Collection entries
= = = =
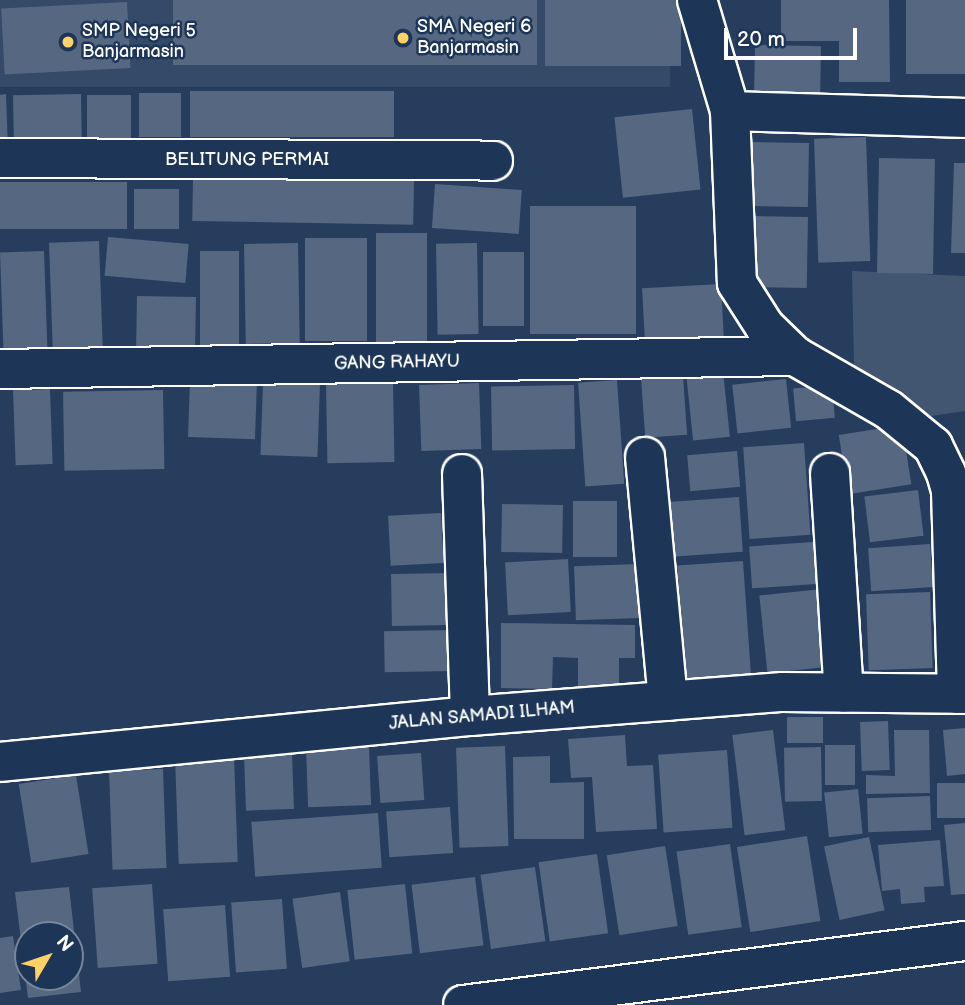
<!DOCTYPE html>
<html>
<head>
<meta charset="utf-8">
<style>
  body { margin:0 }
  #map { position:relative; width:965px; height:1005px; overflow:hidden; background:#263d5e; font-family:"Balsamiq Sans",sans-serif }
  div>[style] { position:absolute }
  .built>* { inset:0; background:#344a68; transform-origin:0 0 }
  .green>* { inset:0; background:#425672 }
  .building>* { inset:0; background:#556781; transform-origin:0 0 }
  .roads { filter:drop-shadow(2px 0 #fff) drop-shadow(-2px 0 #fff) drop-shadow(0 2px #fff) drop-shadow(0 -2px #fff) }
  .street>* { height:38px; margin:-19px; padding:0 19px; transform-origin:19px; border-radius:19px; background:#1d3557 }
  .dots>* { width:19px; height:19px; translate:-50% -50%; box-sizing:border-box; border:4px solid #1d3557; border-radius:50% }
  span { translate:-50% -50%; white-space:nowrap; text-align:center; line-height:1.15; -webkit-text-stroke:5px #1d3557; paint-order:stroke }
  .poi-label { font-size:18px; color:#fff }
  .left { translate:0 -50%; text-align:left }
  .street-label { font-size:18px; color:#fff }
  .north { position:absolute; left:14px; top:921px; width:70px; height:70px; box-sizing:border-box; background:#1d3557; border:2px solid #77869a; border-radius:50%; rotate:51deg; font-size:19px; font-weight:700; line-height:28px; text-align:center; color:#fff }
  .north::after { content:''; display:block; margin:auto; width:24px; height:32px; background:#ffd166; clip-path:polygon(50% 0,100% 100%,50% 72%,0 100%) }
  .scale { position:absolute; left:724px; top:28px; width:133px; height:32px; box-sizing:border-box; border:4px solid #fff; border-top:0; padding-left:9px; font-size:21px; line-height:24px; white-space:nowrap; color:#fff; -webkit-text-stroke:5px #1d3557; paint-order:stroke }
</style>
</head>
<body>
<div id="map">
  <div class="built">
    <i style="left:0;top:0;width:670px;height:87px"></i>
  </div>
  <div class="green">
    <i style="clip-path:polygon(852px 271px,965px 276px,965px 411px,931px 416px,854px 365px)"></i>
  </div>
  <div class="building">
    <i style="left:173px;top:0;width:364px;height:65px"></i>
    <i style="left:545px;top:0;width:136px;height:66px"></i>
    <i style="clip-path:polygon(781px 0,889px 0,890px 82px,839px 82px,839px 41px,781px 41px)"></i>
    <i style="left:906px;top:0;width:59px;height:74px"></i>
    <i style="left:127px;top:2px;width:66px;height:126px;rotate:87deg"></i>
    <i style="left:755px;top:45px;width:66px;height:47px;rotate:1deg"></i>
    <i style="left:394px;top:91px;width:46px;height:204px;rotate:90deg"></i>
    <i style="left:139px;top:93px;width:42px;height:44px"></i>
    <i style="clip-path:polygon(6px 94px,8px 149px,0 149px,0 95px)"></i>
    <i style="left:81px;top:94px;width:48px;height:68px;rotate:89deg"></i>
    <i style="left:87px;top:95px;width:44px;height:43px"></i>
    <i style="left:692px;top:109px;width:81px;height:78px;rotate:84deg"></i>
    <i style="left:866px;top:137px;width:124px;height:52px;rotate:88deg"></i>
    <i style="left:750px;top:142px;width:59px;height:64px;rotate:1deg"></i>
    <i style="left:879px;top:158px;width:56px;height:115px;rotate:1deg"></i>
    <i style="clip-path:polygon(954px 163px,965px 163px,965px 253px,951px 253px)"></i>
    <i style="left:193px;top:177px;width:221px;height:44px;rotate:1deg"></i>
    <i style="left:0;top:182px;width:127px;height:47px"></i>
    <i style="left:435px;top:184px;width:87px;height:44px;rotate:4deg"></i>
    <i style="left:134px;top:189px;width:45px;height:40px"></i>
    <i style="left:530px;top:206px;width:106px;height:128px"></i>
    <i style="left:753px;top:216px;width:55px;height:71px;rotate:1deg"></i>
    <i style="left:376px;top:233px;width:51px;height:111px"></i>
    <i style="left:108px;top:237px;width:81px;height:39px;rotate:5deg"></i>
    <i style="left:305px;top:238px;width:62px;height:103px"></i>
    <i style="left:99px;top:241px;width:112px;height:50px;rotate:88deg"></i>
    <i style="left:298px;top:243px;width:100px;height:54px;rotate:89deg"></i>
    <i style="left:477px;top:243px;width:91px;height:41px;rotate:89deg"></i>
    <i style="left:44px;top:251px;width:98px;height:44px;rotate:88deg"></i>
    <i style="left:200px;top:251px;width:39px;height:97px"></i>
    <i style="left:483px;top:252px;width:41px;height:74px"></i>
    <i style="left:721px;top:284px;width:66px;height:79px;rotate:87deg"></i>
    <i style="left:137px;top:296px;width:59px;height:57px;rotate:1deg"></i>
    <i style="left:723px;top:371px;width:66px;height:37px;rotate:84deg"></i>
    <i style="left:683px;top:376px;width:59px;height:42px;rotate:86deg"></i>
    <i style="left:786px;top:379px;width:49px;height:54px;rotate:84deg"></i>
    <i style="left:190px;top:380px;width:67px;height:57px;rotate:2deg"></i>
    <i style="left:617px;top:380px;width:104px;height:39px;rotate:86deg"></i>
    <i style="left:393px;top:382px;width:80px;height:67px;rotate:89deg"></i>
    <i style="left:263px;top:383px;width:57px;height:72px;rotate:2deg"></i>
    <i style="left:479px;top:383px;width:66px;height:60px;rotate:88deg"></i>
    <i style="left:574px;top:385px;width:64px;height:83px;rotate:89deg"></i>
    <i style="left:832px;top:385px;width:33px;height:39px;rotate:85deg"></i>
    <i style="left:50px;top:389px;width:75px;height:37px;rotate:88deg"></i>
    <i style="left:163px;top:390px;width:79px;height:100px;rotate:89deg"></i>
    <i style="left:902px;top:425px;width:60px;height:64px;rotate:81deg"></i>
    <i style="left:804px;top:443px;width:92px;height:61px;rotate:86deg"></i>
    <i style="left:737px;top:451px;width:36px;height:50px;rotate:85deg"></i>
    <i style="left:918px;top:490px;width:46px;height:54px;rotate:83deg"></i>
    <i style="left:739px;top:497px;width:55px;height:71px;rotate:86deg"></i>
    <i style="left:573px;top:501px;width:44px;height:56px"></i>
    <i style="left:502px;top:504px;width:61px;height:48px;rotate:1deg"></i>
    <i style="left:441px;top:513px;width:50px;height:53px;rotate:87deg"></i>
    <i style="left:813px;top:542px;width:42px;height:64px;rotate:86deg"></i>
    <i style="left:930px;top:544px;width:43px;height:62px;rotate:86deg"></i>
    <i style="left:568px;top:559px;width:53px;height:63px;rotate:87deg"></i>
    <i style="left:743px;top:561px;width:114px;height:66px;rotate:86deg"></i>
    <i style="left:638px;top:564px;width:54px;height:64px;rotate:88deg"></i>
    <i style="left:452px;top:573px;width:52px;height:61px;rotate:89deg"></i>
    <i style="left:822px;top:589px;width:78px;height:63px;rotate:84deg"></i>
    <i style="left:930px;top:592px;width:76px;height:64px;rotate:88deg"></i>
    <i style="clip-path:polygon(501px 623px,635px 625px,635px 658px,619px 658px,619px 694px,578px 693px,578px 658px,553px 657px,552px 689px,501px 688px)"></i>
    <i style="left:452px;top:630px;width:41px;height:68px;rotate:89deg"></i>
    <i style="left:787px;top:717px;width:36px;height:26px"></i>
    <i style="left:888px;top:721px;width:49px;height:28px;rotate:88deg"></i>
    <i style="clip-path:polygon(965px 728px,965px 774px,947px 776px,943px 730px)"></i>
    <i style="left:773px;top:730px;width:101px;height:41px;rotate:83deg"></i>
    <i style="clip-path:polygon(894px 730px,929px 730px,930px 793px,866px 794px,866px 775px,895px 776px)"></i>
    <i style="clip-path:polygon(625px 735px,627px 766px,653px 765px,657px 829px,596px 832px,592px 777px,571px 778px,568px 739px)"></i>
    <i style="left:825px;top:745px;width:30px;height:40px"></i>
    <i style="left:369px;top:746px;width:59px;height:63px;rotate:88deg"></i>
    <i style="left:505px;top:746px;width:100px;height:49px;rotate:88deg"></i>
    <i style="left:821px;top:747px;width:54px;height:37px;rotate:89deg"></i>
    <i style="left:727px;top:750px;width:78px;height:69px;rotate:86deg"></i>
    <i style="left:292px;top:753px;width:56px;height:48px;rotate:88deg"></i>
    <i style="left:421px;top:753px;width:47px;height:44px;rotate:86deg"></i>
    <i style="left:234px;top:756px;width:106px;height:59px;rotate:88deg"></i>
    <i style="clip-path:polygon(550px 756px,550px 783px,584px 782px,584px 839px,514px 839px,513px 757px)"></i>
    <i style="left:163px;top:769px;width:99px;height:54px;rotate:88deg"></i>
    <i style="left:76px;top:775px;width:80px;height:58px;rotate:81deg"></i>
    <i style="left:937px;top:783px;width:28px;height:35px"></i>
    <i style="left:858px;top:789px;width:45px;height:34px;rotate:84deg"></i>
    <i style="left:930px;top:796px;width:34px;height:63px;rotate:88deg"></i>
    <i style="left:450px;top:807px;width:46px;height:64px;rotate:86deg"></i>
    <i style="left:378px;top:813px;width:55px;height:127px;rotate:86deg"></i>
    <i style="clip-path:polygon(965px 823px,965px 894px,951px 895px,944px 825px)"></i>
    <i style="left:807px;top:836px;width:86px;height:71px;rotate:81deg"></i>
    <i style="left:869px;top:837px;width:75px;height:46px;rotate:78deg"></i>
    <i style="clip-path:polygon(940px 840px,944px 886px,924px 887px,925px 902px,901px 904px,900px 889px,882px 891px,878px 845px)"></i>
    <i style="left:730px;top:844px;width:84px;height:54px;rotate:82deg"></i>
    <i style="left:665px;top:846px;width:81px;height:59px;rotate:81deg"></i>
    <i style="left:597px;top:854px;width:80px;height:59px;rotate:82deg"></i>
    <i style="left:535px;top:867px;width:75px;height:55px;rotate:82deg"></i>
    <i style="left:475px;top:877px;width:69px;height:64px;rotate:83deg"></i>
    <i style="left:152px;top:884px;width:80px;height:60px;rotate:86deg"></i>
    <i style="left:405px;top:884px;width:70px;height:58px;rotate:84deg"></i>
    <i style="clip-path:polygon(evenodd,69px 887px,81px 992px,28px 998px,15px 892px,69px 887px,28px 935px,70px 935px,70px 977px,28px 977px,28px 935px)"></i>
    <i style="left:340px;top:892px;width:70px;height:48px;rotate:82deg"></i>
    <i style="left:282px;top:899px;width:70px;height:51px;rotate:86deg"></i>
    <i style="left:225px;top:905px;width:72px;height:62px;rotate:86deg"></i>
    <i style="clip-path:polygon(13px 936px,21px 990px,0 993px,0 938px)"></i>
  </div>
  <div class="roads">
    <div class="street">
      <i style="left:697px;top:0;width:116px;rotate:73.4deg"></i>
      <i style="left:730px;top:111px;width:172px;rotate:87.7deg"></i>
      <i style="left:737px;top:283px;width:52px;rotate:57.5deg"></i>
      <i style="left:765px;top:327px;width:42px;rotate:44deg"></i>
      <i style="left:795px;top:356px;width:108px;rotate:29.9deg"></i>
      <i style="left:889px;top:410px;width:57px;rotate:39.3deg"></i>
      <i style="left:933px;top:446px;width:30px;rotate:64deg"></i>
      <i style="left:946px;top:473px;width:19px;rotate:74deg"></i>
      <i style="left:951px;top:491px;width:203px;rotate:88.3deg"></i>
      <i style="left:730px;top:111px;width:235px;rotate:1.7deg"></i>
      <i style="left:0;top:158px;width:493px;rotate:0.3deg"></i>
      <i style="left:0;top:369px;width:795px;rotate:-0.94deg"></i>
      <i style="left:645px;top:457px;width:245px;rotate:84.6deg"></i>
      <i style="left:830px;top:473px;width:220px;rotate:86.4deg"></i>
      <i style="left:462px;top:474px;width:242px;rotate:88.1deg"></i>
      <i style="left:0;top:762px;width:472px;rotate:-5.6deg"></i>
      <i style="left:470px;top:716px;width:314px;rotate:-4.4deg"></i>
      <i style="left:783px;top:692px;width:182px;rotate:0.6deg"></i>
      <i style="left:463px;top:1005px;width:506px;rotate:-7.27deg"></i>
    </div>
  </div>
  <div class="dots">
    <i style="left:403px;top:38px;background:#ffd166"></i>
    <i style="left:68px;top:42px;background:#ffd166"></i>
  </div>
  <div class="poi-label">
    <span class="left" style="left:417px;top:38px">SMA Negeri 6<br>Banjarmasin</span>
    <span class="left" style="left:82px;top:42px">SMP Negeri 5<br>Banjarmasin</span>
  </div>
  <div class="street-label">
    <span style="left:247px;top:160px">BELITUNG PERMAI</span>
    <span style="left:397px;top:363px;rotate:-1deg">GANG RAHAYU</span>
    <span style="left:482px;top:716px;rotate:-5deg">JALAN SAMADI ILHAM</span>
  </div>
  <div class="north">N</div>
  <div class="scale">20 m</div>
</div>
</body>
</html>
= = = =
* What you should do:
From the records above, transcribe without alteration every line from the one with "translate:0 -50%; text-align:left" to the one with "position:absolute; left:14px; top:921px;", inclusive.

* Solution:
  .left { translate:0 -50%; text-align:left }
  .street-label { font-size:18px; color:#fff }
  .north { position:absolute; left:14px; top:921px; width:70px; height:70px; box-sizing:border-box; background:#1d3557; border:2px solid #77869a; border-radius:50%; rotate:51deg; font-size:19px; font-weight:700; line-height:28px; text-align:center; color:#fff }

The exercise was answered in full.